Need help with configuring memory usage

Hi.

I've been using ES for a while - but dont have much experience configuring and optimising its settings.

In short - I keep crashing my nodes with large queries , when the heap seems to fill up.

The long - I have , in this case, a 2 node cluster (JVM: 1.7.0_85, ES: 1.7.3, Ubuntu 14.04 LTS) with pretty much default installations except for:
ES_HEAP_SIZE=32g
MAX_OPEN_FILES=262140
bootstrap.mlockall: true - This is recommended everywhere for performance , but maybe I should be setting this to false if I'm going to run queries exceeding the heap ?

Update: Turns out when I checked curl http://localhost:9200/_nodes/process?pretty , mlockall was false. Ran ulimit -l unlimited , is true now . Will test if it makes a difference.

I have daily indexes , with about 100mil docs per day , 4 shards each with 1 replication.
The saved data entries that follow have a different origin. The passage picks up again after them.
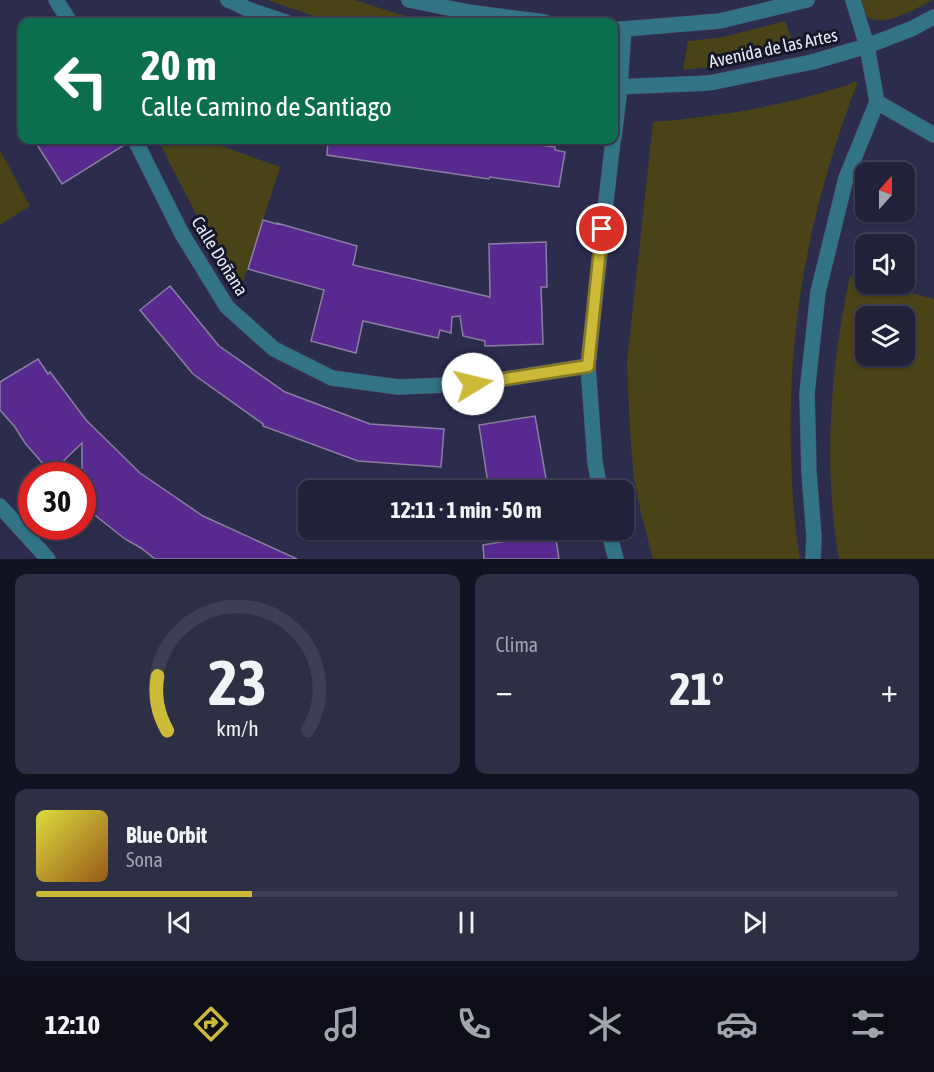 <!DOCTYPE html>
<html lang="es">
<meta charset="utf-8">
<style>
:root{--surface:#21223a;--page:#2d2f45;--text:#f1f3f6;--muted:#a2a4af;--line:#3e3f54;--accent:#cdb938}
body{margin:0;font-family:"Asap Condensed",sans-serif;background:var(--page);color:var(--text);height:100vh;display:flex;flex-direction:column;font-size:22px;white-space:nowrap}
*{box-sizing:border-box;margin:0}
p{font-size:20px;color:var(--muted)}
.icon{flex:none;width:33px;height:33px;fill:none;stroke:currentColor;stroke-width:2;stroke-linecap:round;stroke-linejoin:round}
.map{position:relative;height:559px;overflow:hidden}
.panel{display:flex;flex-direction:column;gap:15px;padding:15px;background:#121320;flex:1}
.panel>*{flex:none}
.banner{position:absolute;left:18px;top:18px;width:600px;height:126px;border-radius:12px;box-shadow:0 2px 4px #0004,0 0 0 2px var(--line);background:#0b6e4f;color:#fff;overflow:hidden}
.needle{width:39px;rotate:21deg}
.tools{position:absolute;left:855px;top:162px;display:grid;gap:12px}
.tools a{display:grid;place-items:center;width:60px;height:60px;border-radius:12px;background:var(--surface);box-shadow:0 2px 4px #0004,0 0 0 2px var(--line);font-size:30px}
.speed{position:absolute;left:18px;top:462px;display:flex;gap:12px;font-size:30px;font-weight:700;text-align:center}
.speed>*{display:grid;place-content:center;width:78px;height:78px;border-radius:50%;background:var(--surface);box-shadow:0 2px 4px #0004,0 0 0 2px var(--line);line-height:1}
.speed .limit{border:9px solid #d22;background:#fff;color:#111}
.pin{position:absolute;display:grid;place-items:center;width:51px;height:51px;color:#fff;margin:-26px;border:3px solid #fff;border-radius:50%;box-shadow:0 2px 6px #0007}
.me{position:absolute;width:66px;margin:-33px;rotate:81deg;stroke-linejoin:round;filter:drop-shadow(0 0 4px #0008)}
.turn{display:flex;align-items:center;gap:21px;height:126px;padding:0 24px;font-size:27px}
.turn .icon{width:78px;height:78px;stroke-width:2.5}
.turn b{display:block;font-size:42px;line-height:51px}
.big{font-size:45px;font-weight:700;line-height:1.1}
.panel .tile{flex:1;display:flex;flex-direction:column;justify-content:center;gap:9px;min-width:0;padding:0 21px;border-radius:12px;background:var(--page)}
.panel .dial{align-items:center;gap:0}
.dial svg{height:156px;overflow:visible;fill:none;stroke:var(--line);stroke-width:7;stroke-linecap:round;text-anchor:middle}
.dial text{fill:var(--text);stroke:none}
.song{display:flex;align-items:center;gap:18px}
.cover{width:72px;height:72px;border-radius:9px;background:linear-gradient(135deg,hsl(60 70% 55%),hsl(30 70% 35%))}
.played{height:6px;border-radius:3px;background:linear-gradient(90deg,var(--accent) 25%,var(--line) 25%)}
.keys{display:flex;justify-content:space-around;direction:ltr}
.heat{display:flex;justify-content:space-between;align-items:center;font-size:33px;direction:ltr}
.panel .tiles{flex:1;display:grid;gap:15px;grid-template-columns:1fr 1fr}
.tile:last-child{grid-column:span 2}
.trip{position:absolute;left:298px;top:480px;width:336px;height:60px;border-radius:12px;background:var(--surface);box-shadow:0 2px 4px #0004,0 0 0 2px var(--line);font-weight:700;line-height:60px;text-align:center}
.dock{display:flex;height:96px;justify-content:space-around;align-items:center;background:#0d0e17;color:var(--muted)}
.dock .icon{width:42px;height:42px}
.dock .active{color:var(--accent)}
.dock b{font-size:27px;color:var(--text)}
.map>svg:first-child{display:block}
.green{fill:#494317;fill-rule:evenodd}
.building{fill:#582a8f;stroke:#8a7da2;stroke-width:1.5}
.lines{fill:none;stroke-linecap:round;stroke-linejoin:round}
.minor-casing{stroke:#4a4b69;stroke-width:16}
.minor{stroke:#327386;stroke-width:15}
.route-casing{stroke:#857824;stroke-width:15}
.route{stroke:#cdb938;stroke-width:10}
.labels{text-anchor:middle;dominant-baseline:central;stroke-width:6;stroke-linejoin:round;paint-order:stroke}
.street-label{font-size:18px;fill:#e7e9fe;stroke:#161726}
</style>
<div class="map">
<svg width="934" height="559" viewBox="0 0 934 559">
<rect width="100%" height="100%" fill="#2c2d4d"/>
<path class="green" d="M267,0H355L398,14L434,22H331Z
M862,0H933C919,7 894,22 878,20C875,20 872,19 868,18L862,8Z
M785,21L796,50L728,65L683,70L688,41L723,37Z
M858,81C811,204 787,323 791,455C792,489 794,525 800,559H653L641,513L634,479L630,433L627,362L653,122C722,116 793,105 858,81Z
M159,140H205L280,167L240,292L221,262L167,158Z
M0,150L30,206L0,225Z
M850,276L865,280L866,284H878L934,299V559H839C823,465 830,369 850,276ZM904,316V356H866V316Z"/>
<path class="building" d="M34,140H125L126,144L62,184Z
M328,140H501L555,147V150L565,152L559,187L490,177L489,179L327,155Z
M263,220L277,224V223L357,246L353,265L490,297L489,244L546,242L547,287H541L543,344L485,346V341L463,336L460,316L452,317L451,333L440,330L438,338L363,321L356,353L311,341L324,290L248,269Z
M170,286L219,346L285,392L370,424L444,429L441,467L358,461L263,426V424L193,374L140,310Z
M38,359L48,374L50,372L86,420L140,473L203,516L297,559H155L141,548L125,539L82,505V443L51,473L25,443L15,427L0,410V382Z
M535,416L548,490H489L479,425Z
M555,533L559,559H484L483,545Z"/>
<g class="lines">
<g class="minor-casing">
<path id="minor" d="M56,0L70,22
M228,0L250,10L286,22
M409,0L468,12L545,22
M614,29H624L720,21L807,0
M614,87L709,83L812,62L867,46L911,29L934,17
M877,102L934,135
M614,137L620,87L624,29
M135,140L182,234L227,307L274,349L332,378L398,387L473,384L588,366
M600,490L595,462L588,366L598,271L613,140
M0,506L48,559
M608,530L616,559
M813,559L814,537L809,472L807,393L818,292L846,178L877,102L867,46L853,0"/>
</g>
<use href="#minor" class="minor"/>
</g>
<g class="lines">
<g class="route-casing">
<path id="route" d="M473,384L588,366L602,229"/>
</g>
<use href="#route" class="route"/>
</g>
<g class="labels">
<g class="street-label">
<text transform="translate(773 48) rotate(-12)">Avenida de las Artes</text>
<text transform="translate(220 256) rotate(58)">Calle Doñana</text>
</g>
</g>
</svg>
<div class="tools">
<a><svg class="needle" viewBox="-14 -14 28 28"><path d="M0-13l5 13h-10z" fill="#e53935"/><path d="M0 13l5-13h-10z" fill="#a2a4af"/></svg></a>
<a><svg class="icon" aria-label="sound" viewBox="0 0 24 24"><path d="M4 9h4l5-4v14l-5-4H4zM17 9q2 3 0 6"/></svg></a>
<a><svg class="icon" aria-label="layers" viewBox="0 0 24 24"><path d="M12 4l9 5-9 5-9-5zM3 14l9 5 9-5"/></svg></a>
</div>
<div class="speed"><div class="limit">30</div></div>
<div class="pin" style="left:602px;top:229px;background:#d93025"><svg class="icon" aria-label="arrive" viewBox="0 0 24 24"><path d="M6 21V4h12l-3 4 3 4H6"/></svg></div>
<svg class="me" style="left:473px;top:384px" viewBox="-20 -20 40 40"><circle r="19" fill="#fff"/><path d="M0-13L10 11 0 6-10 11z" fill="#cdb938"/></svg>
<div class="trip">12:11 · 1 min · 50 m</div>
<div class="banner">
<div class="turn"><svg class="icon" aria-label="left" viewBox="0 0 24 24"><path d="M17 20v-9H6M10 6l-5 5 5 5"/></svg><div><b>20 m</b>Calle Camino de Santiago</div></div>
</div>
</div>
<section class="panel">
<div class="tiles">
<div class="tile dial"><svg viewBox="0 0 100 80">
<path d="M14 69A42 42 0 1 1 86 69"/>
<path d="M14 69A42 42 0 0 1 9 41" stroke="#cdb938"/>
<text x="50" y="56" font-size="32" font-weight="700">23</text>
<text x="50" y="72" font-size="11">km/h</text>
</svg></div>
<div class="tile"><p>Clima</p>
<div class="heat"><a>−</a><b class="big">21°</b><a>+</a></div>
</div>
<div class="tile">
<div class="song"><i class="cover"></i><div><b>Blue Orbit</b><p>Sona</p></div></div>
<div class="played"></div>
<div class="keys"><svg class="icon" aria-label="previous" viewBox="0 0 24 24"><path d="M18 5L8 12l10 7zM5 5v14"/></svg><svg class="icon" aria-label="pause" viewBox="0 0 24 24"><path d="M8 5v14M16 5v14"/></svg><svg class="icon" aria-label="next" viewBox="0 0 24 24"><path d="M6 5l10 7-10 7zM19 5v14"/></svg></div>
</div>
</div>
</section>
<nav class="dock">
<b>12:10</b>
<svg class="icon active" aria-label="directions" viewBox="0 0 24 24"><path d="M12 3l9 9-9 9-9-9zM9 14v-3h6M13 9l2 2-2 2"/></svg>
<svg class="icon" aria-label="music" viewBox="0 0 24 24"><path d="M9 18V5l10-2v13"/><circle cx="6" cy="18" r="3"/><circle cx="16" cy="16" r="3"/></svg>
<svg class="icon" aria-label="phone" viewBox="0 0 24 24"><path d="M5 4h4l2 5-3 2q2 4 5 5l2-3 5 2v4C11 20 4 13 5 4z"/></svg>
<svg class="icon" aria-label="climate" viewBox="0 0 24 24"><path d="M12 3v18M4 7l16 10M4 17L20 7"/></svg>
<svg class="icon" aria-label="car" viewBox="0 0 24 24"><path d="M5 17H2v-5l4-1 3-4h7l3 4 3 1v5h-3M9 17h6M6 11h13"/><circle cx="7" cy="17" r="2"/><circle cx="17" cy="17" r="2"/></svg>
<svg class="icon" aria-label="filters" viewBox="0 0 24 24"><path d="M4 7h16M4 17h16"/><circle cx="9" cy="7" r="2"/><circle cx="15" cy="17" r="2"/></svg>
</nav>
Most of the time I want to be looking at todays data and things seem to be working fine , if not great , most of the time. Some sluggish response times can be credited to the hardware (although they are 2 pretty decent Dell servers , with dual 6core processors , 96GB ram and 8xdrive raid) - which I'm ok with/ can work at.

However from time to time I need to look at a couple of days worth of data (Using Kibana for this) at which point - with the current data set - the heap fills up rapidly and then the node crashes.
Again - I'm ok with slow responses for a large data set - but I cant have the nodes fall over - so , what can I configure to prevent that ?

.1 As far as I understand - its best to keep the heap at 32GB - instead of raising it above that ?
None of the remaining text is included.